▸ Listed records
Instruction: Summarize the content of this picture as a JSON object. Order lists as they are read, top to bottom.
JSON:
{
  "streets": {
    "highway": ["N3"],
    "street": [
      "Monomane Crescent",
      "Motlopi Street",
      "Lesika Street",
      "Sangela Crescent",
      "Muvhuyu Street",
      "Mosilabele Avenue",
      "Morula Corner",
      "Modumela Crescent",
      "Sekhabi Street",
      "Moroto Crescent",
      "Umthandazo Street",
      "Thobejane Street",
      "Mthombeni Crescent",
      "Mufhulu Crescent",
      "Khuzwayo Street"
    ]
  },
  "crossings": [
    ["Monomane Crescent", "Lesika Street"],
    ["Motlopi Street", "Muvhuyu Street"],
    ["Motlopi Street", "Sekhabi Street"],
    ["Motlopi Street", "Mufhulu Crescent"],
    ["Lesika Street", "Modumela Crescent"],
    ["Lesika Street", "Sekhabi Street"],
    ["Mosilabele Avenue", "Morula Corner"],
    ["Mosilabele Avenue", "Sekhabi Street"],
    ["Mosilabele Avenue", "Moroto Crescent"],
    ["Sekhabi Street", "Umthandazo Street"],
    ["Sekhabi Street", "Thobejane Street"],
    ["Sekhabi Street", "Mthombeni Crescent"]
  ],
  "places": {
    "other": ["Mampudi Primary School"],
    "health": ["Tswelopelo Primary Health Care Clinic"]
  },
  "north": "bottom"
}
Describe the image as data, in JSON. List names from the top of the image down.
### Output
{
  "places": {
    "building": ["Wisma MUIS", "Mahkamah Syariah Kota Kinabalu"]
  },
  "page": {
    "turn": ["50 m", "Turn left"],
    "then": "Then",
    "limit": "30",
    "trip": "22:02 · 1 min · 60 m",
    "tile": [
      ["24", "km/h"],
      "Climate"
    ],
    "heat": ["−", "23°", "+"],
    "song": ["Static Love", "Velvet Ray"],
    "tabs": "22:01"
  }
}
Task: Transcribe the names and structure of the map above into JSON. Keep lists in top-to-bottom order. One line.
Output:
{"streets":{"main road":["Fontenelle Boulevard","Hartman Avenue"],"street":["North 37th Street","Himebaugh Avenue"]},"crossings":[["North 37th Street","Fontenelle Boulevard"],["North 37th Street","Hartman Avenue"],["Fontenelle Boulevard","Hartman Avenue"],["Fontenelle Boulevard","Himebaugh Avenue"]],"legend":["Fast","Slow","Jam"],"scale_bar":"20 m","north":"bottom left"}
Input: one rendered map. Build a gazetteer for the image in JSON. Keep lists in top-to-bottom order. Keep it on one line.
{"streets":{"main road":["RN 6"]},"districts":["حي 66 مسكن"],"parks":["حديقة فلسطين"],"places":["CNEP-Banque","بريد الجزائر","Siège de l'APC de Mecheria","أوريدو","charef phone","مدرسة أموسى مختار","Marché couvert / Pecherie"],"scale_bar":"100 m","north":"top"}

▸ Instructions for the task
Please print the listing exactly, keeping each line as it is.

▸ Task answer
Instruction: Summarize the content of this picture as a JSON object. Order lists as they are read, top to bottom.
JSON:
{
  "streets": {
    "highway": ["N3"],
    "street": [
      "Monomane Crescent",
      "Motlopi Street",
      "Lesika Street",
      "Sangela Crescent",
      "Muvhuyu Street",
      "Mosilabele Avenue",
      "Morula Corner",
      "Modumela Crescent",
      "Sekhabi Street",
      "Moroto Crescent",
      "Umthandazo Street",
      "Thobejane Street",
      "Mthombeni Crescent",
      "Mufhulu Crescent",
      "Khuzwayo Street"
    ]
  },
  "crossings": [
    ["Monomane Crescent", "Lesika Street"],
    ["Motlopi Street", "Muvhuyu Street"],
    ["Motlopi Street", "Sekhabi Street"],
    ["Motlopi Street", "Mufhulu Crescent"],
    ["Lesika Street", "Modumela Crescent"],
    ["Lesika Street", "Sekhabi Street"],
    ["Mosilabele Avenue", "Morula Corner"],
    ["Mosilabele Avenue", "Sekhabi Street"],
    ["Mosilabele Avenue", "Moroto Crescent"],
    ["Sekhabi Street", "Umthandazo Street"],
    ["Sekhabi Street", "Thobejane Street"],
    ["Sekhabi Street", "Mthombeni Crescent"]
  ],
  "places": {
    "other": ["Mampudi Primary School"],
    "health": ["Tswelopelo Primary Health Care Clinic"]
  },
  "north": "bottom"
}
Describe the image as data, in JSON. List names from the top of the image down.
### Output
{
  "places": {
    "building": ["Wisma MUIS", "Mahkamah Syariah Kota Kinabalu"]
  },
  "page": {
    "turn": ["50 m", "Turn left"],
    "then": "Then",
    "limit": "30",
    "trip": "22:02 · 1 min · 60 m",
    "tile": [
      ["24", "km/h"],
      "Climate"
    ],
    "heat": ["−", "23°", "+"],
    "song": ["Static Love", "Velvet Ray"],
    "tabs": "22:01"
  }
}
Task: Transcribe the names and structure of the map above into JSON. Keep lists in top-to-bottom order. One line.
Output:
{"streets":{"main road":["Fontenelle Boulevard","Hartman Avenue"],"street":["North 37th Street","Himebaugh Avenue"]},"crossings":[["North 37th Street","Fontenelle Boulevard"],["North 37th Street","Hartman Avenue"],["Fontenelle Boulevard","Hartman Avenue"],["Fontenelle Boulevard","Himebaugh Avenue"]],"legend":["Fast","Slow","Jam"],"scale_bar":"20 m","north":"bottom left"}
Input: one rendered map. Build a gazetteer for the image in JSON. Keep lists in top-to-bottom order. Keep it on one line.
{"streets":{"main road":["RN 6"]},"districts":["حي 66 مسكن"],"parks":["حديقة فلسطين"],"places":["CNEP-Banque","بريد الجزائر","Siège de l'APC de Mecheria","أوريدو","charef phone","مدرسة أموسى مختار","Marché couvert / Pecherie"],"scale_bar":"100 m","north":"top"}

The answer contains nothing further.